# Bottom of face parallel with ground



## alex57834 (Nov 17, 2012)

Should the bottom of the club face be parallel to the ground or do you allow a bit of leeway.


----------



## Foxholer (Nov 17, 2012)

alex57834 said:



			Should the bottom of the club face be parallel to the ground or do you allow a bit of leeway.
		
Click to expand...

Face should be not quite parallel to the ground!http://www.google.co.uk/imgres?imgurl=http://images5.fanpop.com/image/photos/30700000/happy-gilmore-happy-gilmore-30733178-400-300.jpg&imgrefurl=http://www.fanpop.com/clubs/happy-gilmore/images/30733178/title/happy-gilmore-photo&h=300&w=400&sz=30&tbnid=xy0kembtqnQuzM:&tbnh=90&tbnw=120&zoom=1&usg=__frMOBmLvPIAxkE6G-h_2ZDrSRwY=&docid=-MCcM218ipKCHM&hl=en&sa=X&ei=z9CnUNbBNYLG0QWqg4CYBg&ved=0CCgQ9QEwAw&dur=625



And seriously, toe of iron should be just above ground. Swing tends to make it drop just a tad.Correct angle, for you, can be checked using a 'lie board and tape'. Your pro should be able to do this. Worth getting forged clubs checked once a year or so, depending on use and swing changes. It can make a huge difference!


----------



## alex57834 (Nov 17, 2012)

Any thoughts on this if it is the right height from the ground or do you I should get shorter clubs.


----------



## duncan mackie (Nov 17, 2012)

passive lie assesment is only an indication of the need to make a dynamic lie assesment!!!

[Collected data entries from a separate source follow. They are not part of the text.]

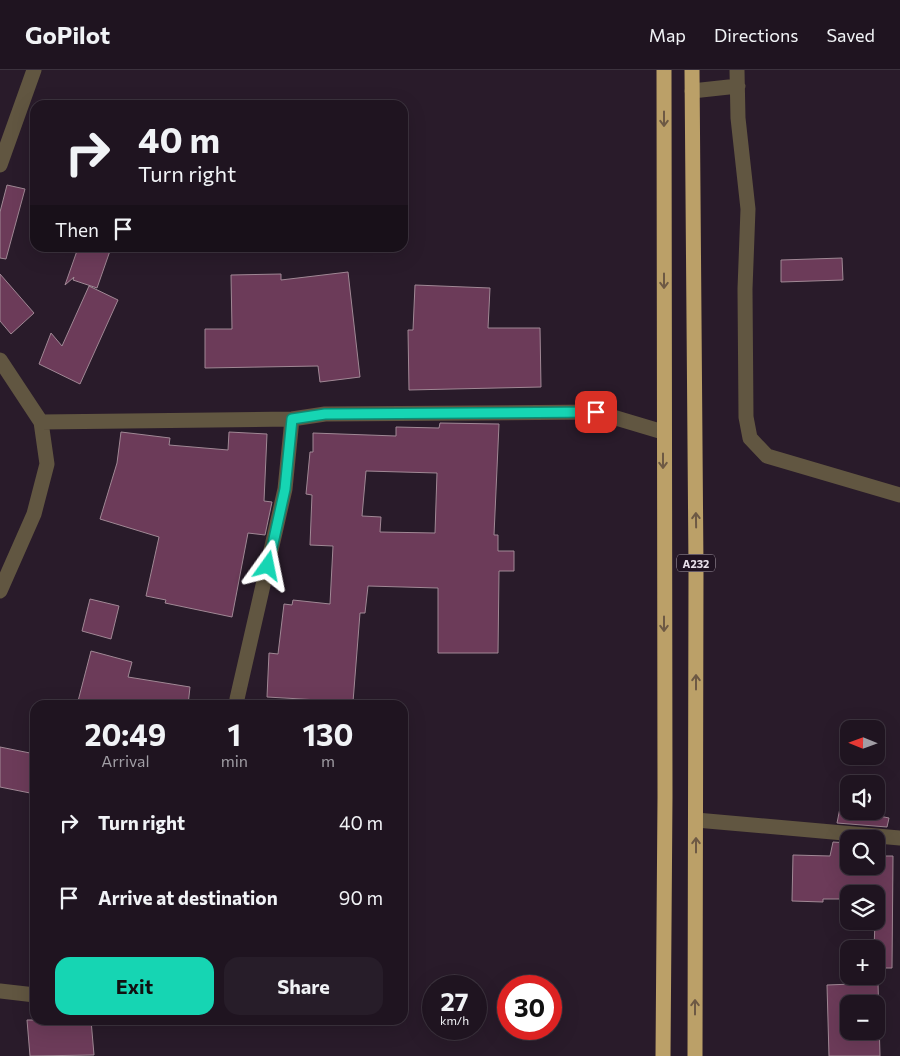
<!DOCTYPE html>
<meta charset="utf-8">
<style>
:root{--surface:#1f1420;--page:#271d29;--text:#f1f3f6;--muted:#a19ea5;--line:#3c333e;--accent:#16d5b3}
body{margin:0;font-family:Commissioner,sans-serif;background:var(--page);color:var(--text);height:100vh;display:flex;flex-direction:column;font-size:19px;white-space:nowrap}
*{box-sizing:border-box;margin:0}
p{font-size:16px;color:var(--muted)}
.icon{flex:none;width:28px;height:28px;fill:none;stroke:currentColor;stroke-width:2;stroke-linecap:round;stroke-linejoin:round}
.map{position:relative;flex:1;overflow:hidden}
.sheet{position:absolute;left:30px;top:630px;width:378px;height:325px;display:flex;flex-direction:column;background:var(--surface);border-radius:15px;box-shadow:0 5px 20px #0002,0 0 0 1px var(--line)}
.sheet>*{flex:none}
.banner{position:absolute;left:30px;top:30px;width:378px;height:152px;border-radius:15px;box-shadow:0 5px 20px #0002,0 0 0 1px var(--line);background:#1f1420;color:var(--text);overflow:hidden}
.needle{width:32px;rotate:271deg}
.fabs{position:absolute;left:840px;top:650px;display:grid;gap:10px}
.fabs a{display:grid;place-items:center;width:45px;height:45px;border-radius:10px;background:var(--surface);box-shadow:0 5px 20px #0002,0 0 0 1px var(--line);font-size:25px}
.speed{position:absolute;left:422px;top:905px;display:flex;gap:10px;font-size:25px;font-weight:700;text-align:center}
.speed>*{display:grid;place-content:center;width:65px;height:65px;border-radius:50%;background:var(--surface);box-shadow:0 5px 20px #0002,0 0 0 1px var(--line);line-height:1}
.speed small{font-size:12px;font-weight:400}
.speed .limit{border:8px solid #d22;background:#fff;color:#111}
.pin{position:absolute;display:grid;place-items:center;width:42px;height:42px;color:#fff;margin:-21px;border-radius:10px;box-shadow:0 2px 8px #0006}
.me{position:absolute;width:55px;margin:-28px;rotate:12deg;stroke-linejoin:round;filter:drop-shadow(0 0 4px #0008)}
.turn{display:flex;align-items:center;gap:18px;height:105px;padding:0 25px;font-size:22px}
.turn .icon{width:65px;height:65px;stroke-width:2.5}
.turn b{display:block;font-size:35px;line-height:42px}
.then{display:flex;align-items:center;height:48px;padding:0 25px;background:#0003;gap:10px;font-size:19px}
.eta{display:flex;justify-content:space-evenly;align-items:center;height:85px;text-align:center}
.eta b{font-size:30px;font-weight:700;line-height:35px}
.primary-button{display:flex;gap:10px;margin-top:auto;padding:10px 25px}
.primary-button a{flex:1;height:58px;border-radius:15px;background:var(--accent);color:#111;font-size:20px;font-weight:700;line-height:58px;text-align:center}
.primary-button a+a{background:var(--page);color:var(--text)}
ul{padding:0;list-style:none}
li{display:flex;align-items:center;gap:15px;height:75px;padding:0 25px}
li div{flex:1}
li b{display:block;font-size:19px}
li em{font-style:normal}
header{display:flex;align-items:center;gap:30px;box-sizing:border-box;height:70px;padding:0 25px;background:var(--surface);border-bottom:1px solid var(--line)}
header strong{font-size:24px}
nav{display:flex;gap:28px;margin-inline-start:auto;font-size:18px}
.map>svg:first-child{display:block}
</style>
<header>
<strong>GoPilot</strong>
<nav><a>Map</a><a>Directions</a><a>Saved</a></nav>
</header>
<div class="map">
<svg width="900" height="986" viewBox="0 0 900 986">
<rect width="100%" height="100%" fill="#291b2a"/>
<path fill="#6c3b59" stroke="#a08895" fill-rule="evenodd" d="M7,115L25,119L6,189L0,188V142Z
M78,178H111L97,218L73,210L74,207L65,215Z
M842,188L843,210L781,212V190Z
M348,202L360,307L320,312L318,296L205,298V259H232L231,205L281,204V210Z
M0,204L34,243L11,264L0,251Z
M415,215L490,218L488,258H540L541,317L409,320L408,260H413Z
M89,216L118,230L80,314L39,294L51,263L62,276Z
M440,353L499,354L494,465H498V481H514V501H499L498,583H438V518L368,516L365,543H360L353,632L267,627L269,583L278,584L284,534L292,535L293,530L330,534L333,476L310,475L312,425L306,424L310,382H313V363L396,366V357L439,358ZM366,401L437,403L435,463L380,462L381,447L362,446Z
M121,362L170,368L169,375L228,380L229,362L267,364L264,431L272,432L265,465L248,463L232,547L165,533L166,530L146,526L159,467L100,449L117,393Z
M90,529L119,536L111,569L82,561Z
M91,581L132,592L128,607L190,617L188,635H77Z
M0,677L35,684V724L0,717Z
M840,738L889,748L887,757L837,753Z
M833,772L849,773V796H876V775L883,776L881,786H893L892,898H876V879H874L876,824H849V829H823V832L792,831L793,785L830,786Z
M878,913L880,986H829L827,915ZM849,934H876V961H849Z
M27,950H91L94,985L30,986Z"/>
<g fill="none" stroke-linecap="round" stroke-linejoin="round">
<path stroke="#615641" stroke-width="15" d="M737,0L738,48L748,139L745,219L746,347L750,368L767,386L900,425
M692,21L738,16
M0,95L34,0
M0,290L41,352L47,394L34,444L0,521
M41,352L292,349L325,344L596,342L663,362
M237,629L285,419L292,349
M696,750L900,768
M0,921L35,925"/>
<path stroke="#bba068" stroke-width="15" d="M692,0L696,498L695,986
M663,986L665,727L664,0"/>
</g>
<defs><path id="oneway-shaft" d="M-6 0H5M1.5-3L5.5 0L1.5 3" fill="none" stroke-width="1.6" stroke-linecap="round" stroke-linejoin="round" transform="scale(1.25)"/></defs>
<g stroke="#6d5944">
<use href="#oneway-shaft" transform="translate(664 49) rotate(90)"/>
<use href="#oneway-shaft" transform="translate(664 211) rotate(90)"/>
<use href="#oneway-shaft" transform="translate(663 391) rotate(90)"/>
<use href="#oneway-shaft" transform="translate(696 450) rotate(-91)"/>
<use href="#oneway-shaft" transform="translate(664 554) rotate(90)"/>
<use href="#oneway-shaft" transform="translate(696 612) rotate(-90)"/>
<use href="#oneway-shaft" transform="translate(696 775) rotate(-90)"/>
<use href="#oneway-shaft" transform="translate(695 937) rotate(-90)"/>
</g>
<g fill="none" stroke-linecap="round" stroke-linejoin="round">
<g stroke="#0e8a74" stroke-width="12">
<path id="route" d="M268,496L285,419L292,349L325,344L596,342"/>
</g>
<use href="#route" stroke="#16d5b3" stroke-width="9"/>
</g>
<g text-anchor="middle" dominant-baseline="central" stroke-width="5" stroke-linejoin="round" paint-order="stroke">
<rect fill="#1f1221" stroke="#aba1ac" stroke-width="1" x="677" y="484.5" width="38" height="17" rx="4"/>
<g font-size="11" font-weight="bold" fill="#e7dee8">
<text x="696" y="493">A232</text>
</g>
</g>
</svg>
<div class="fabs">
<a><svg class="needle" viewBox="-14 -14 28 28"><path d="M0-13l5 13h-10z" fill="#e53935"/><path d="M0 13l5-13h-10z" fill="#a19ea5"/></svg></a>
<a><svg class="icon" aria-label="sound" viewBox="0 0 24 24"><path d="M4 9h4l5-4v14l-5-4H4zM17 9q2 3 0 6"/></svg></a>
<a><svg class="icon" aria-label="search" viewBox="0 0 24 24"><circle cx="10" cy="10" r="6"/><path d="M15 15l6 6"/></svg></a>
<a><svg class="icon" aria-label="layers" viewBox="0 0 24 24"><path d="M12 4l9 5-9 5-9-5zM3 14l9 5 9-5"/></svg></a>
<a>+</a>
<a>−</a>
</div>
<div class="speed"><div>27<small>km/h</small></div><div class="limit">30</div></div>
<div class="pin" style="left:596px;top:342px;background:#d93025"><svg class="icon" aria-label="arrive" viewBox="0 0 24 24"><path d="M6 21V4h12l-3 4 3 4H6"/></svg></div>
<svg class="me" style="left:268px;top:496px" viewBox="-20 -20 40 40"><path d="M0-17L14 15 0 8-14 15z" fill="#16d5b3" stroke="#fff" stroke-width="4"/></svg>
<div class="banner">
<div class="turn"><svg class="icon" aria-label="right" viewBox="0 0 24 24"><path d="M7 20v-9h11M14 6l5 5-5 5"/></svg><div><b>40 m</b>Turn right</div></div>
<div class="then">Then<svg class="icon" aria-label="arrive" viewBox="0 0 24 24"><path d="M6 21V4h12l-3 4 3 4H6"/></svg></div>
</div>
<section class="sheet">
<div class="eta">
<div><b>20:49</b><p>Arrival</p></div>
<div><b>1</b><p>min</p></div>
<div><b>130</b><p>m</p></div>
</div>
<ul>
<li><svg class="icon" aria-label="right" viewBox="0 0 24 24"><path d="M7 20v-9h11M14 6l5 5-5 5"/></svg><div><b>Turn right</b></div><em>40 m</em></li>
<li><svg class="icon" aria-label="arrive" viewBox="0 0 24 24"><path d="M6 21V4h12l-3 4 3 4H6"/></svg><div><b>Arrive at destination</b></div><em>90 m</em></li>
</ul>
<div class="primary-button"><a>Exit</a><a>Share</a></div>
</section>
</div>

go see a club fitter for a 10 sec assesment with a strike plate and a good eye 

I was told by a pro that I should get my clubs adjusted by 2-3 degrees (flatter) so made an appointment with a fitter to have the adjustments made - being a professional he insisted on assessing first...and proved that at impact this 'toe up' was absent, and that the lies were correct, consistent across all clubs, etc

You may be different, but you might not be..........


----------



## joe nustedt (Nov 18, 2012)

Many years ago I was bought a golf book which stated that you should be able to fit a 2p piece under the toe of the club, and at a lesson last week I was told the same - so I'm going to start following this advice.  (To me your club looks way too high, but like most things there can be other factors, and I'm no pro...)


----------



## One Planer (Nov 18, 2012)

That toe looks miles too high!

I stated a thread a little while back, similar vein. 

http://forums.golf-monthly.co.uk/showthread.php?37339-Following-on-from-my-earlier-lie-angle-thread...

Should help you out :thup:


----------



## Lee Skidmore (Nov 19, 2012)

The toe of the iron pictured is way way too high and is not going to do your shot shape any favors  You should be able to fit approx half a 2p coin under the toe at standard address position. Go and have a fitting with your local Pro using a strike board and tape, they should do a static fit first (based on height/wrist to floor etc) and then a dynamic fit which is basically seeing the impact marks on the sole of the iron after you hit balls. Ultimately the dynamic fit is the most important. Getting your irons the right lie is very important to promoting consistently good shots.


----------